In the records below, find the line containing "Parse this image: labels, road", then reproduce that line and every one after it to the end, exactly and alone.

****************************************

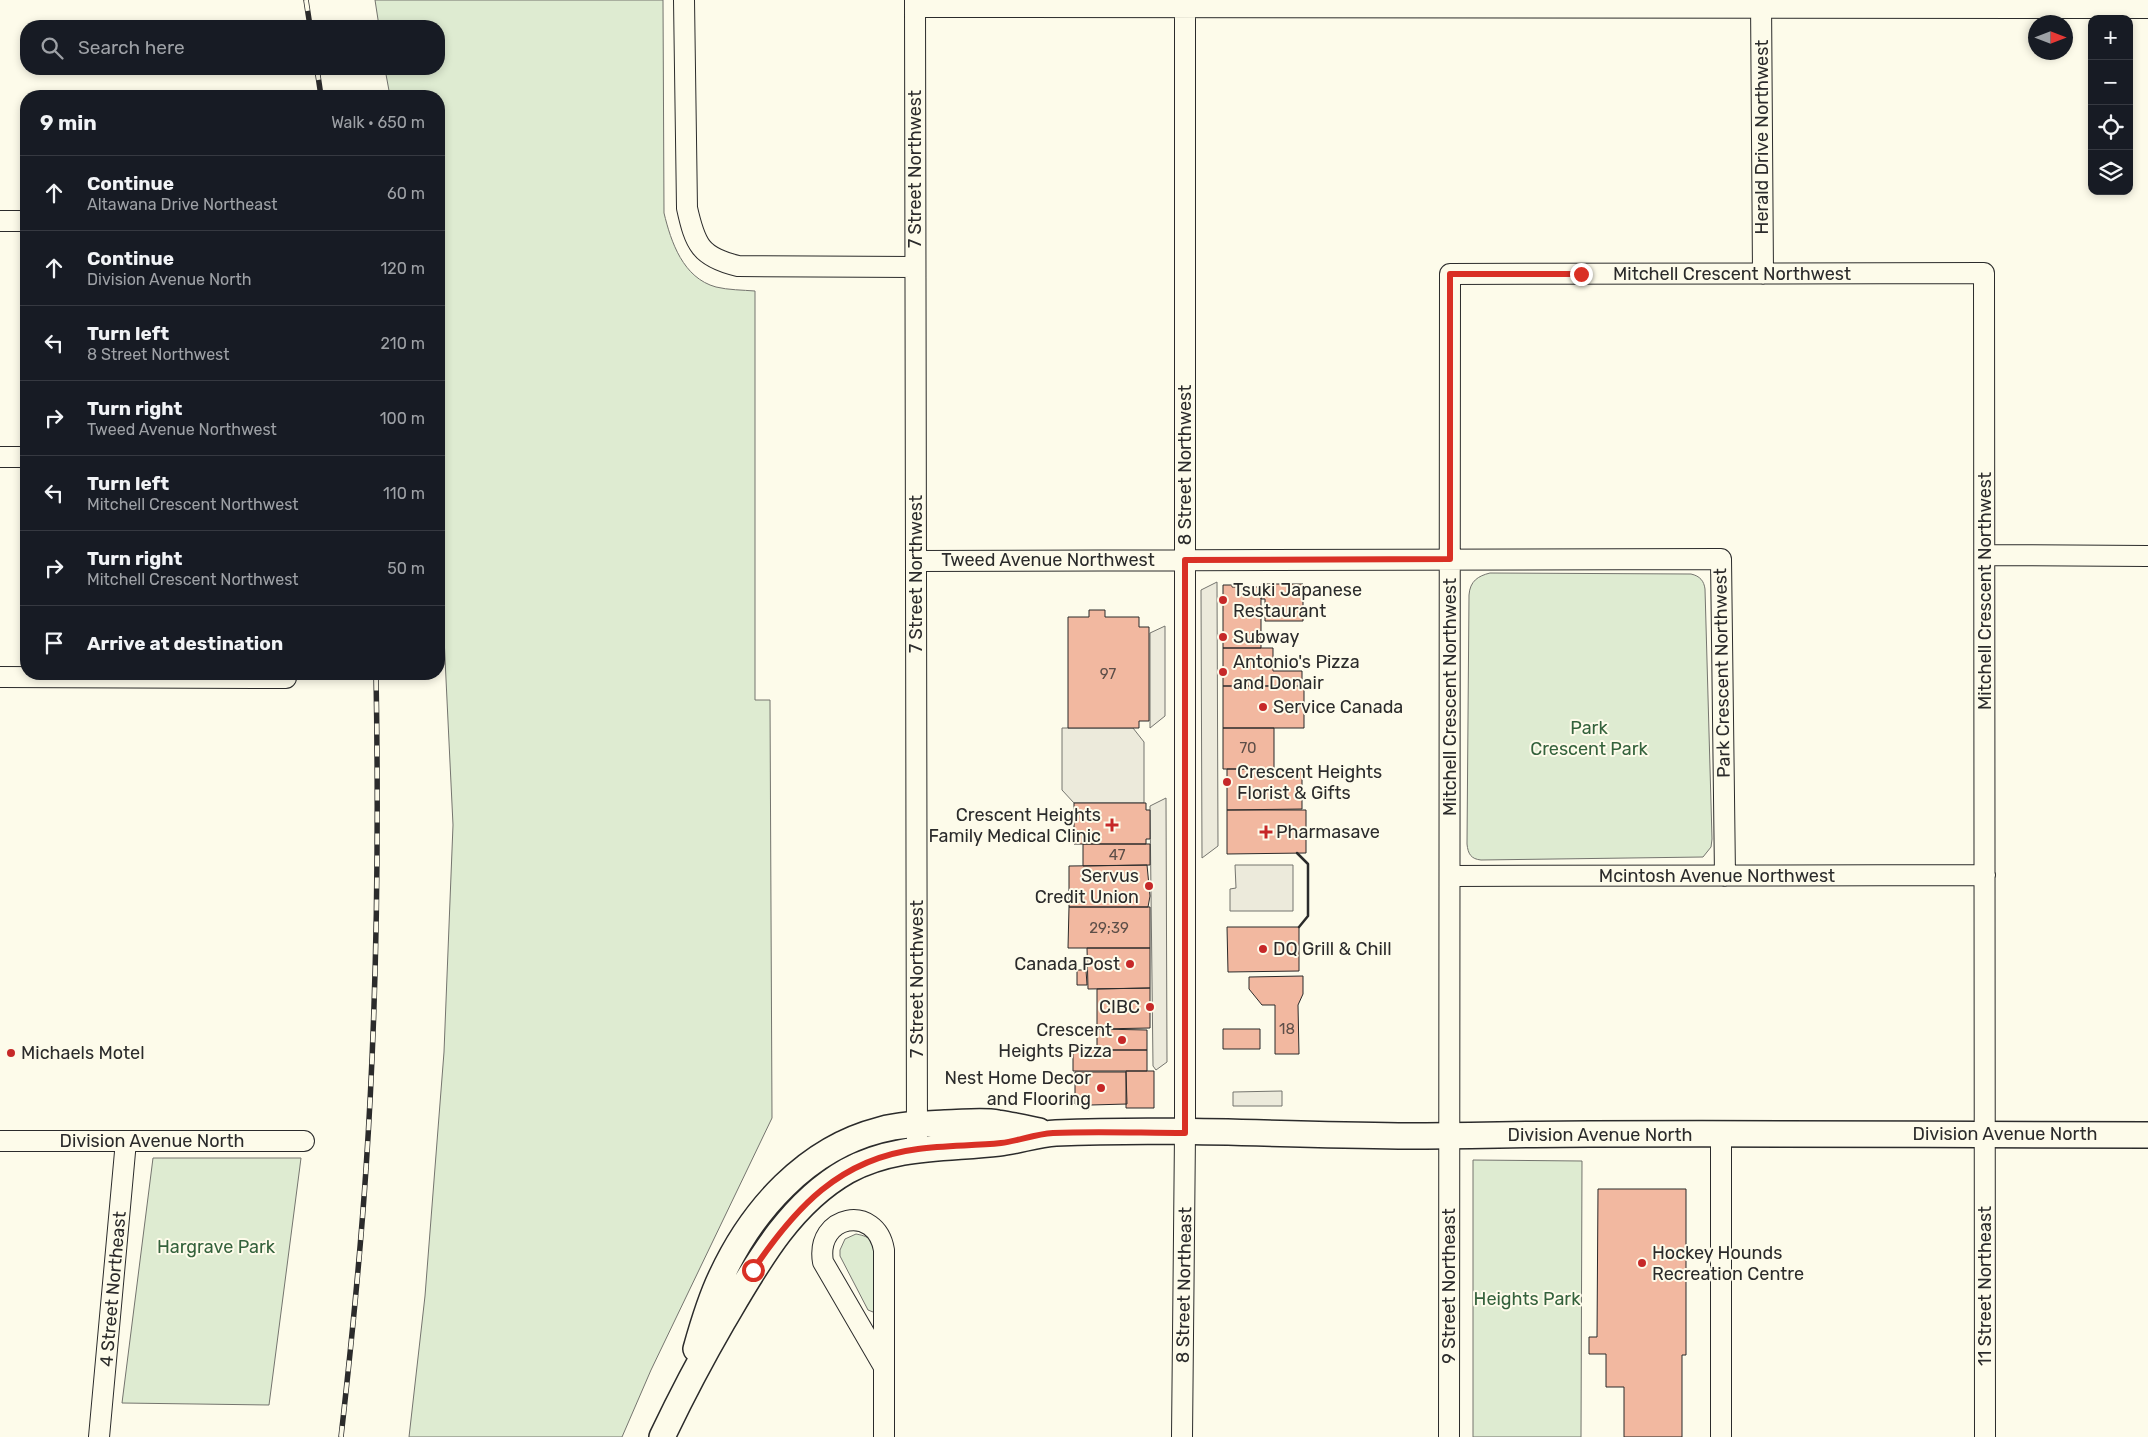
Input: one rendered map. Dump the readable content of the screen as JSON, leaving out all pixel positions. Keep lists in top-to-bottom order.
{
  "streets": {
    "main road": ["Division Avenue North"],
    "street": [
      "Herald Drive Northwest",
      "7 Street Northwest",
      "Mitchell Crescent Northwest",
      "8 Street Northwest",
      "Tweed Avenue Northwest",
      "Park Crescent Northwest",
      "Mcintosh Avenue Northwest",
      "8 Street Northeast",
      "9 Street Northeast",
      "11 Street Northeast",
      "4 Street Northeast"
    ]
  },
  "crossings": [
    ["Herald Drive Northwest", "Mitchell Crescent Northwest"],
    ["7 Street Northwest", "Tweed Avenue Northwest"],
    ["7 Street Northwest", "Division Avenue North"],
    ["Mitchell Crescent Northwest", "Tweed Avenue Northwest"],
    ["Mitchell Crescent Northwest", "Park Crescent Northwest"],
    ["Mitchell Crescent Northwest", "Mcintosh Avenue Northwest"],
    ["Mitchell Crescent Northwest", "Division Avenue North"],
    ["Mitchell Crescent Northwest", "9 Street Northeast"],
    ["Mitchell Crescent Northwest", "11 Street Northeast"],
    ["8 Street Northwest", "Tweed Avenue Northwest"],
    ["8 Street Northwest", "Division Avenue North"],
    ["8 Street Northwest", "8 Street Northeast"],
    ["Tweed Avenue Northwest", "Park Crescent Northwest"],
    ["Park Crescent Northwest", "Mcintosh Avenue Northwest"],
    ["Division Avenue North", "8 Street Northeast"],
    ["Division Avenue North", "9 Street Northeast"],
    ["Division Avenue North", "11 Street Northeast"],
    ["Division Avenue North", "4 Street Northeast"]
  ],
  "parks": ["Park Crescent Park", "Hargrave Park", "Heights Park"],
  "places": {
    "other": [
      "Tsuki Japanese Restaurant",
      "Subway",
      "Antonio's Pizza and Donair",
      "Service Canada",
      "Crescent Heights Florist & Gifts",
      "Servus Credit Union",
      "DQ Grill & Chill",
      "Canada Post",
      "CIBC",
      "Crescent Heights Pizza",
      "Michaels Motel",
      "Nest Home Decor and Flooring",
      "Hockey Hounds Recreation Centre"
    ],
    "health": ["Crescent Heights Family Medical Clinic", "Pharmasave"]
  },
  "house_numbers": [
    "97",
    "70",
    "47",
    "29;39",
    "18"
  ],
  "north": "right",
  "page": {
    "map_buttons": ["+", "−"],
    "search": "Search here",
    "heading": ["9 min", "Walk · 650 m"],
    "list": [
      ["Continue", "Altawana Drive Northeast", "60 m"],
      ["Continue", "Division Avenue North", "120 m"],
      ["Turn left", "8 Street Northwest", "210 m"],
      ["Turn right", "Tweed Avenue Northwest", "100 m"],
      ["Turn left", "Mitchell Crescent Northwest", "110 m"],
      ["Turn right", "Mitchell Crescent Northwest", "50 m"],
      "Arrive at destination"
    ]
  }
}
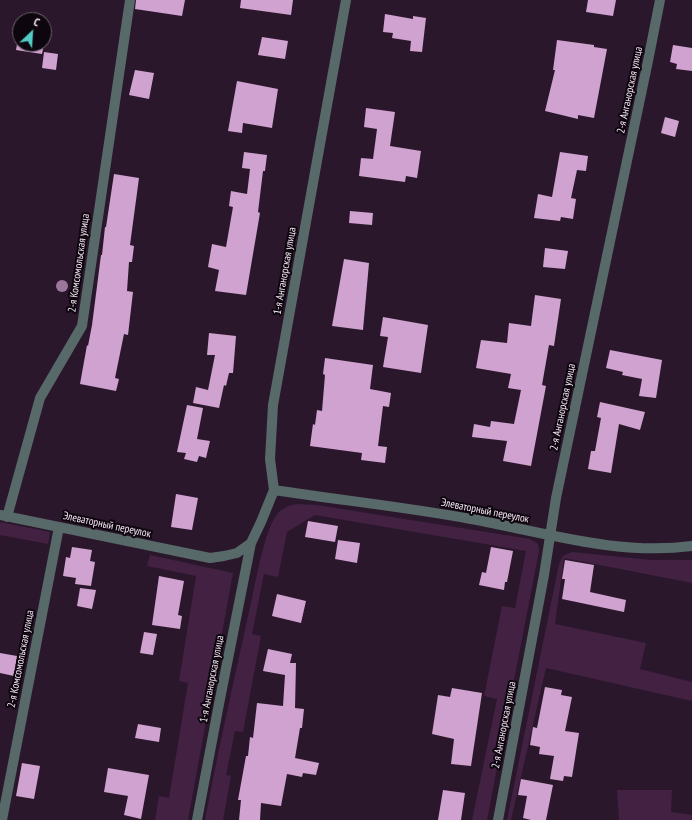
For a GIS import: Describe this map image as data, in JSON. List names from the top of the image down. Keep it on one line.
{"streets":{"street":["2-я Анганорская улица","2-я Комсомольская улица","1-я Анганорская улица","Элеваторный переулок"]},"crossings":[["2-я Анганорская улица","Элеваторный переулок"],["2-я Комсомольская улица","Элеваторный переулок"],["1-я Анганорская улица","Элеваторный переулок"]],"north":"top right"}
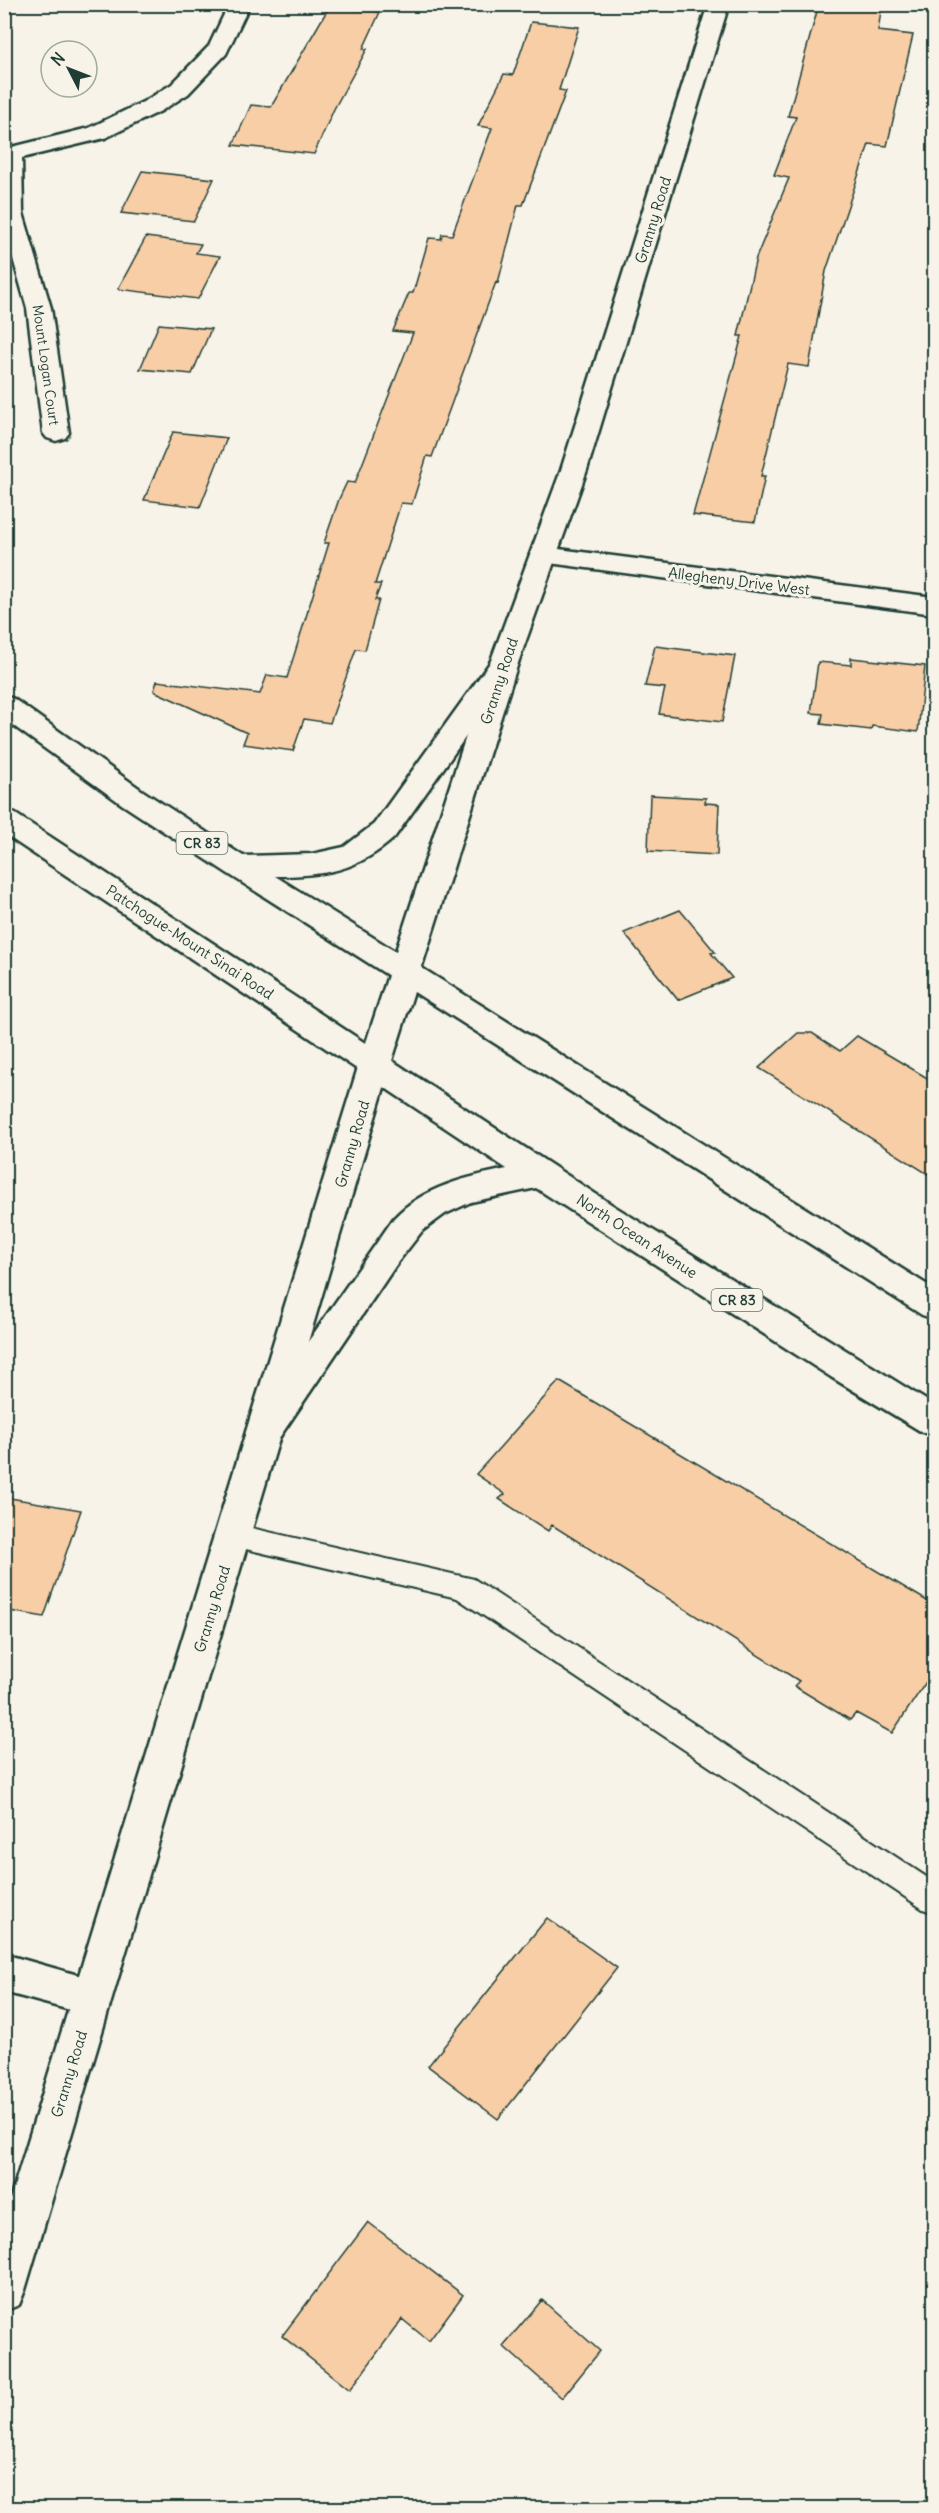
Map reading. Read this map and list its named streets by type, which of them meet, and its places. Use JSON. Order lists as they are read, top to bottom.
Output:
{
  "streets": {
    "main road": [
      "Granny Road",
      "Mount Logan Court",
      "Allegheny Drive West",
      "CR 83",
      "Patchogue-Mount Sinai Road",
      "North Ocean Avenue"
    ]
  },
  "crossings": [
    ["Granny Road", "Allegheny Drive West"],
    ["Granny Road", "CR 83"],
    ["Granny Road", "Patchogue-Mount Sinai Road"],
    ["Granny Road", "North Ocean Avenue"],
    ["Patchogue-Mount Sinai Road", "North Ocean Avenue"]
  ],
  "north": "top left"
}
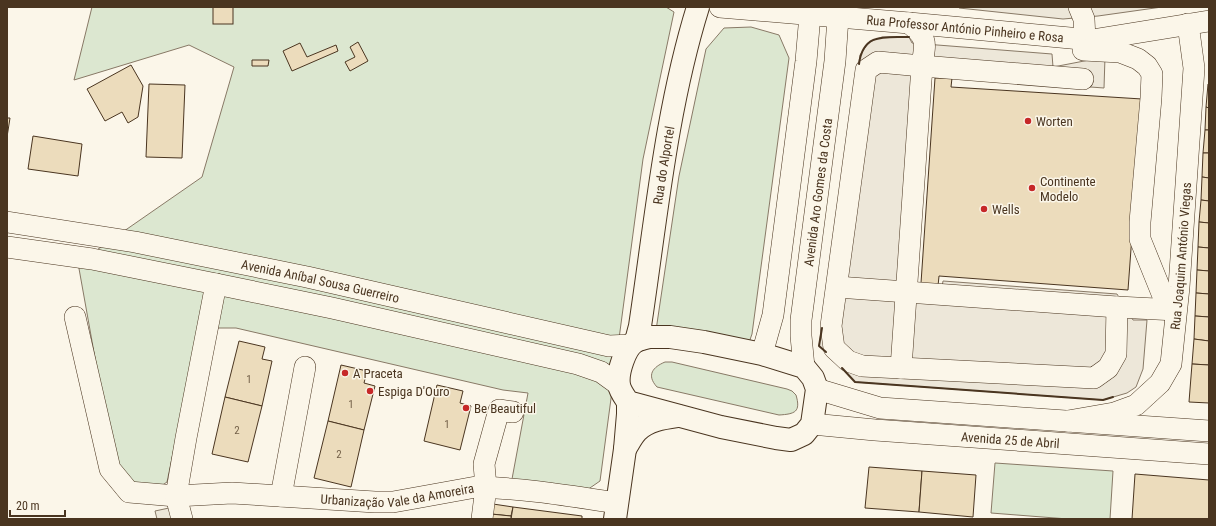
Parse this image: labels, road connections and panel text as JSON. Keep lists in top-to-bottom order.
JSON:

****************************************

_WORKED SOLUTION_.
Parse this image: labels, road connections and panel text as JSON. Keep lists in top-to-bottom order.
JSON:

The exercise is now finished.